The Netherlands: united in grief
LEEUWARDEN, the Netherlands – The shooting down of flight MH17 has immersed the Netherlands in deep mourning. Since the airport disaster on Tenerife in 1977 and the Bijlmer plane disaster of 1992, the Netherlands has never been as shocked as it has been through this event. Where at first there was unbelief and bewilderment, anger and a demand for justice has taken its place.
King Willem Alexander said in his address to the nation: “We are deeply moved by an event that cuts through our soul. It has brought about a deep wound in our society. Let us hold on to each other, open our hearts and care for each other. In greatest distress we depend on inner strength, compassion and inner solidarity.”

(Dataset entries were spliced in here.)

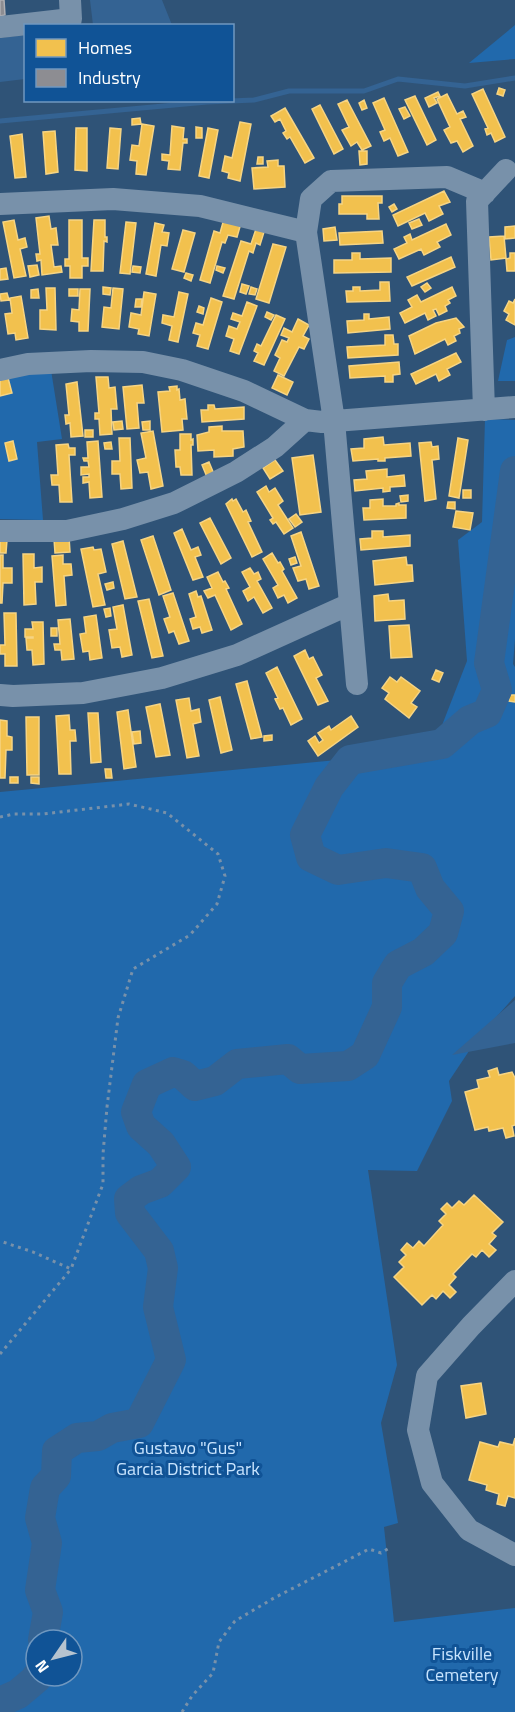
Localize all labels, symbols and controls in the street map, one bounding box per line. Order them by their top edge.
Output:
legend [24,24,234,102]
text: Homes [78,34,132,61]
text: Industry [78,64,141,91]
park label: Gustavo "Gus" Garcia District Park [116,1434,260,1482]
north arrow [24,1628,84,1688]
park label: Fiskville Cemetery [425,1640,499,1688]
text: N [29,1655,55,1678]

He added, “My wife and I empathize with all those who have been affected and who are steeped in mourning. We are with them in our thoughts. That also applies to my mother [Princess Beatrix] and the other members of our family who in these dark days feel an extra strong bond with the country.”

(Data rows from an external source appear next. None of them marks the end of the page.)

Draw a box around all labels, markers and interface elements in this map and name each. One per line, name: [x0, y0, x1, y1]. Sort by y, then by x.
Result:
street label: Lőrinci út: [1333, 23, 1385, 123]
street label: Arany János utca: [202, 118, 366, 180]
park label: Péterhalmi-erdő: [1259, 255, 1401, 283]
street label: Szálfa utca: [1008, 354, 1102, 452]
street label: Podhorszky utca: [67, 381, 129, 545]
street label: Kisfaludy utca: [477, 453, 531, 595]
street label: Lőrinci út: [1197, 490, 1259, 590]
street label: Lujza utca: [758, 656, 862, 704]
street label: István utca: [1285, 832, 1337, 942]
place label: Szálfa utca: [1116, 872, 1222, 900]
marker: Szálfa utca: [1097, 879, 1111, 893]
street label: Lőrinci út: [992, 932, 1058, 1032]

Prime Minister Rutte mentioned in his address to the people of the Netherlands: “Our first concern is [to] bring back our loved ones. After that, an independent investigation must provide clarity as to how this came about, so that justice can be done.”

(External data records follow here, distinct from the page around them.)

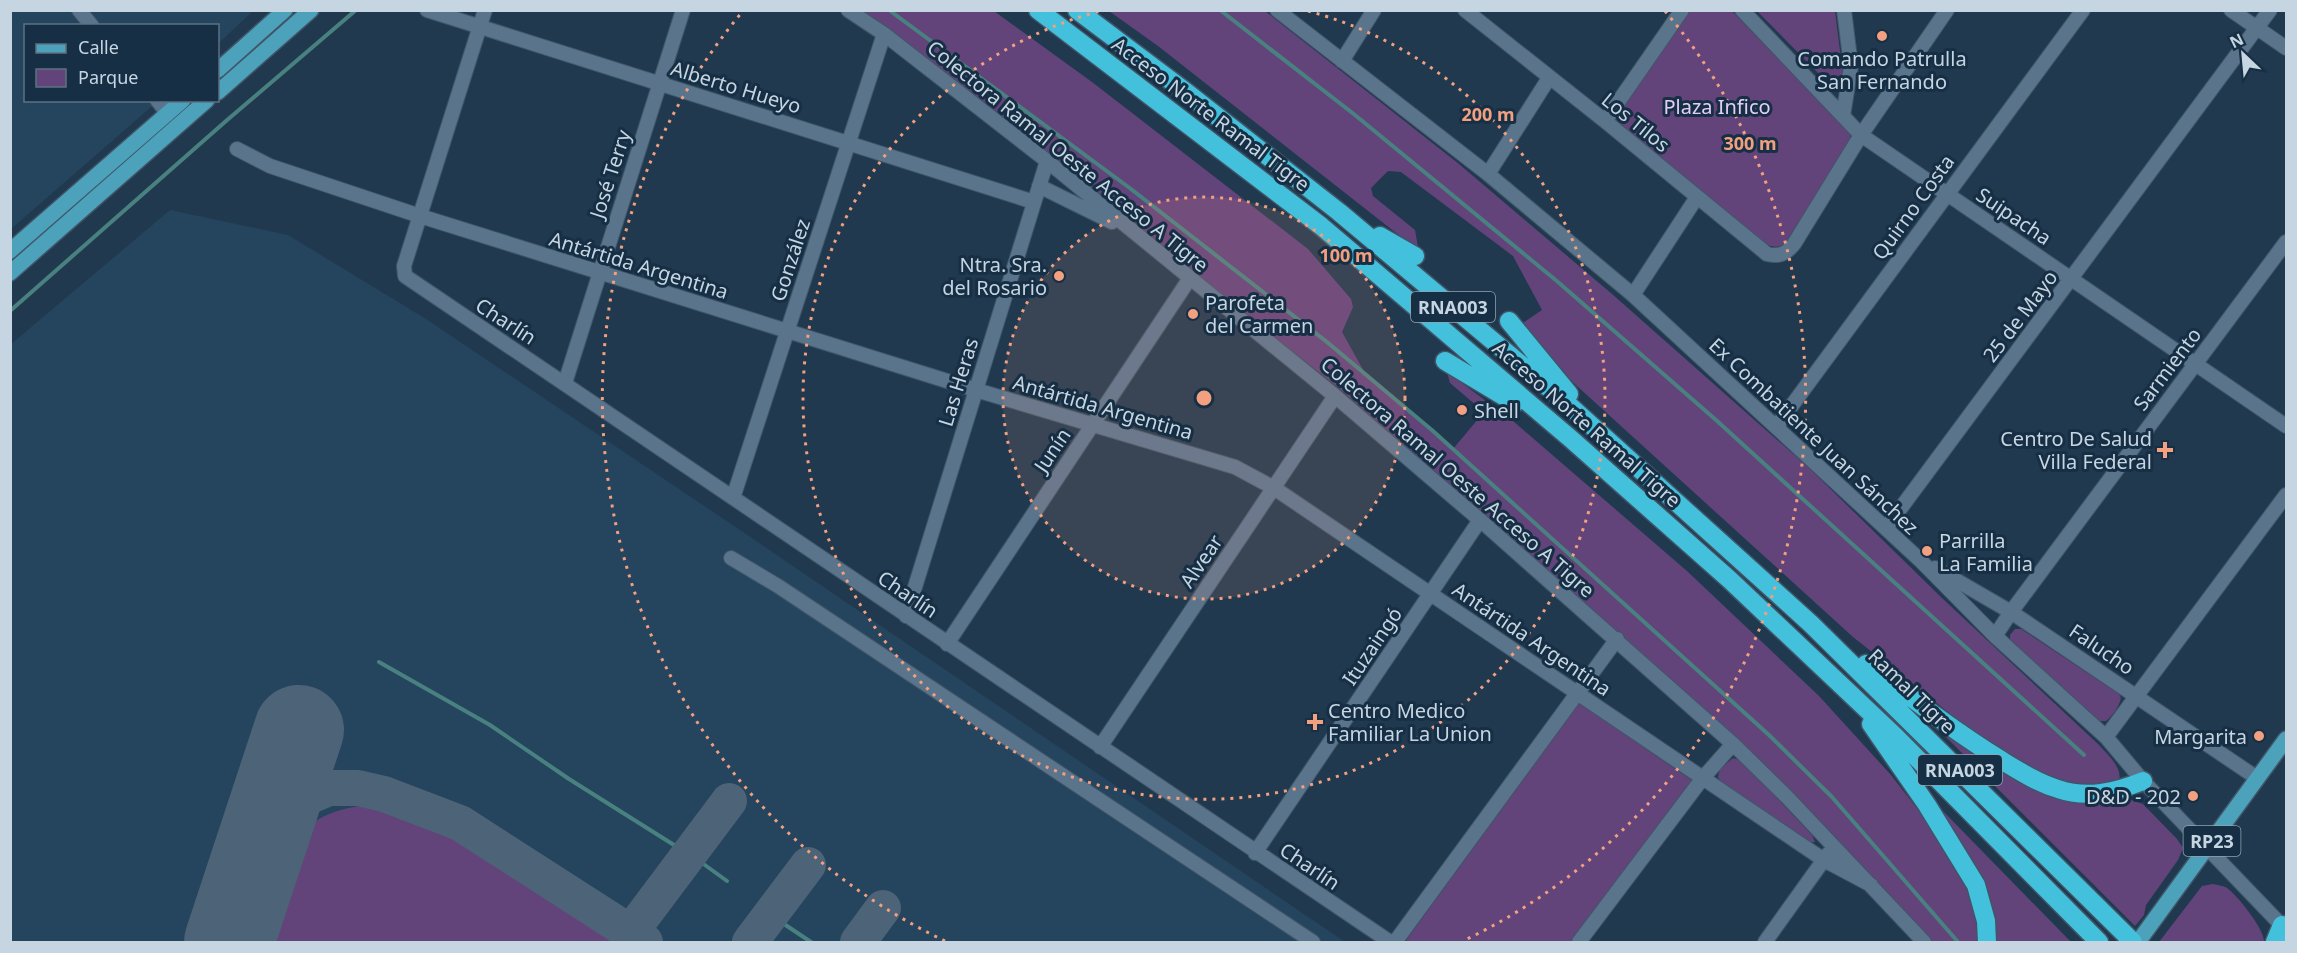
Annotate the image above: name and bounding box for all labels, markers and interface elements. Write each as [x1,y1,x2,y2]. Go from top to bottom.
legend [24,24,219,102]
north arrow [2213,24,2273,84]
text: N [2226,28,2247,53]
marker: Comando Patrulla San Fernando [1875,29,1889,43]
street label: Acceso Norte Ramal Tigre [1107,31,1315,197]
street label: Colectora Ramal Oeste Acceso A Tigre [922,34,1214,278]
text: Calle [78,35,119,59]
place label: Comando Patrulla San Fernando [1797,45,1967,95]
street label: Alberto Hueyo [668,54,804,120]
text: Parque [78,65,138,89]
street label: Los Tilos [1596,86,1676,158]
park label: Plaza Infico [1663,93,1771,120]
text: 200 m [1461,102,1515,126]
street label: José Terry [582,126,637,224]
text: 300 m [1723,131,1777,155]
street label: Quirno Costa [1866,149,1960,265]
street label: Suipacha [1971,181,2057,251]
street label: González [764,215,816,305]
street label: Antártida Argentina [546,225,732,305]
text: 100 m [1319,243,1373,267]
place label: Ntra. Sra. del Rosario [942,251,1047,301]
street label: 25 de Mayo [1977,265,2063,367]
marker: Ntra. Sra. del Rosario [1052,269,1066,283]
place label: Parofeta del Carmen [1205,289,1313,339]
street label: Charlín [470,291,542,351]
road number: RNA003 [1411,292,1495,322]
marker: Parofeta del Carmen [1186,307,1200,321]
street label: Sarmiento [2127,322,2207,416]
street label: Ex Combatiente Juan Sánchez [1703,332,1925,540]
street label: Las Heras [932,334,984,430]
street label: Acceso Norte Ramal Tigre [1487,335,1687,513]
street label: Colectora Ramal Oeste Acceso A Tigre [1315,351,1601,603]
street label: Antártida Argentina [1010,368,1196,446]
centre of rings [1194,388,1214,408]
place label: Shell [1474,397,1519,424]
marker: Shell [1455,403,1469,417]
street label: Junín [1026,423,1077,479]
place label: Centro De Salud Villa Federal [2000,425,2152,475]
marker: Centro De Salud Villa Federal [2156,441,2174,459]
place label: Parrilla La Familia [1939,527,2033,577]
street label: Alvear [1173,529,1229,593]
marker: Parrilla La Familia [1920,544,1934,558]
street label: Charlín [873,564,943,624]
street label: Antártida Argentina [1447,576,1617,702]
street label: Ituzaingó [1336,602,1408,690]
street label: Falucho [2064,617,2140,681]
street label: Ramal Tigre [1862,643,1962,739]
place label: Centro Medico Familiar La Union [1328,697,1492,747]
marker: Centro Medico Familiar La Union [1306,713,1324,731]
place label: Margarita [2154,723,2247,750]
marker: Margarita [2252,729,2266,743]
road number: RNA003 [1918,755,2002,785]
place label: D&D - 202 [2086,783,2181,810]
marker: D&D - 202 [2186,789,2200,803]
road number: RP23 [2184,826,2240,856]
street label: Charlín [1275,836,1345,896]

The national institute Slachtofferhulp (victim relief) offers practical support to family members and relatives by listening to personal stories of people. It informs the employers of the victims about insurance and other financial matters. But it also offers help in the process of identifying the remains.
Wednesday, July 23, was announced as a day of national mourning. This kind of initiative had not been taken since the death of Queen Wilhelmina. Many sports events, like sailing competitions, were canceled or suspended. National and regional radio stations modified their programming. Drivers of commercial trucks placed black tape on their left outside mirror. Large stores, like Albert Heijn, removed their own flags and stopped playing taped music.
At four o’clock in the afternoon one minute of silence was observed. Almost everyone in the Netherlands took part. No landings took place at Schiphol airport, and all taxis came to a halt. The more than 80 windmills in Friesland and all 19 windmills in Kinderdijk were placed in what is called “rouwstand” [mourning mode]. This means that the bottom wing is fastened a little to the right of the windmill to indicate a “passing.” At government buildings the flags flew at half-mast. All in all, it was a very impressive display of empathy.
Around four o’clock the first bodies landed on the airport of Eindhoven. To see the first 40 coffins placed in hearses with military honours proved to be a very emotional moment for people in this small country. After this ceremony, attended by dignitaries and relatives, the hearses rode in a column to Hilversum where special teams will attempt to identify the remains. Some thousand international experts will take part in trying to identify the bodies. Along the route from Eindhoven to Hilversum crowds of bystanders lined the road to pay their respect. Many applauded as the cortege slowly passed by. That evening in Amsterdam some thousand people took part in a silent march.
The Raad van Open Kerken in Nederland (The Council of Open Churches in the Netherlands) held a special hour of reflection/prayer service in the St. Joris church in Amersfoort. The call was issued by Catholic bishops as well as by Protestant churches in the Netherlands. In addition to the offering of prayers and reflections, a choir sang beautiful hymns. Think of a number of Taize hymns, Psalm 22, Hymnbook songs 1008 and 416, Faure, Schubert (Ars Musica). The Bible text chosen for the occasion was Romans 8:38 and 39. “For I am convinced that neither death nor life, neither angels or demons, neither the present nor the future, nor any powers, neither height nor depth, nor anything else in all creation, will be able to separate us from the love of God that is in Christ Jesus our Lord.”
In attendance at this service, in addition to family and relatives, were King Willem Alexander, Queen Maxima and Prime Minister Rutte. Although there was room for 1,000 persons, the stream of people proved so great that a video screen had to be set up outside the cathedral. Special accent was placed on prayer and reflection. The focus was on the underlying solidarity in word and prayer. Of course, all churches in the Netherlands focused attention on the victims of the crash. In Gorredijk, Friesland, for example, an emotional service took place in connection with a married couple from that town who perished in the crash.
Here and there one can hear voices calling for retribution, if need be, through NATO (North Atlantic Treaty Organization). But one also hears: “Vladimir Putin, why aren’t you doing anything?” Or: “If you want something done by Putin, then you have to go after what what’s important to him. Use forms of pressure and even deny the World Cup soccer tournament in 2018.”
However, the general opinion is fortunately one of caution and seeking for a diplomatic solution so that the return of the victims’ bodies is guaranteed. Besides, it will be hard to prove who pulled the trigger on the BUK missile. Will a bringing to justice of the perpetrators be even possible?
One thing is certain: the scars of this national wound will be visible and painful for years to come. At the same time the Netherlands has shown that it feels itself to be one with the victims and relatives, by uniting in sadness and mourning.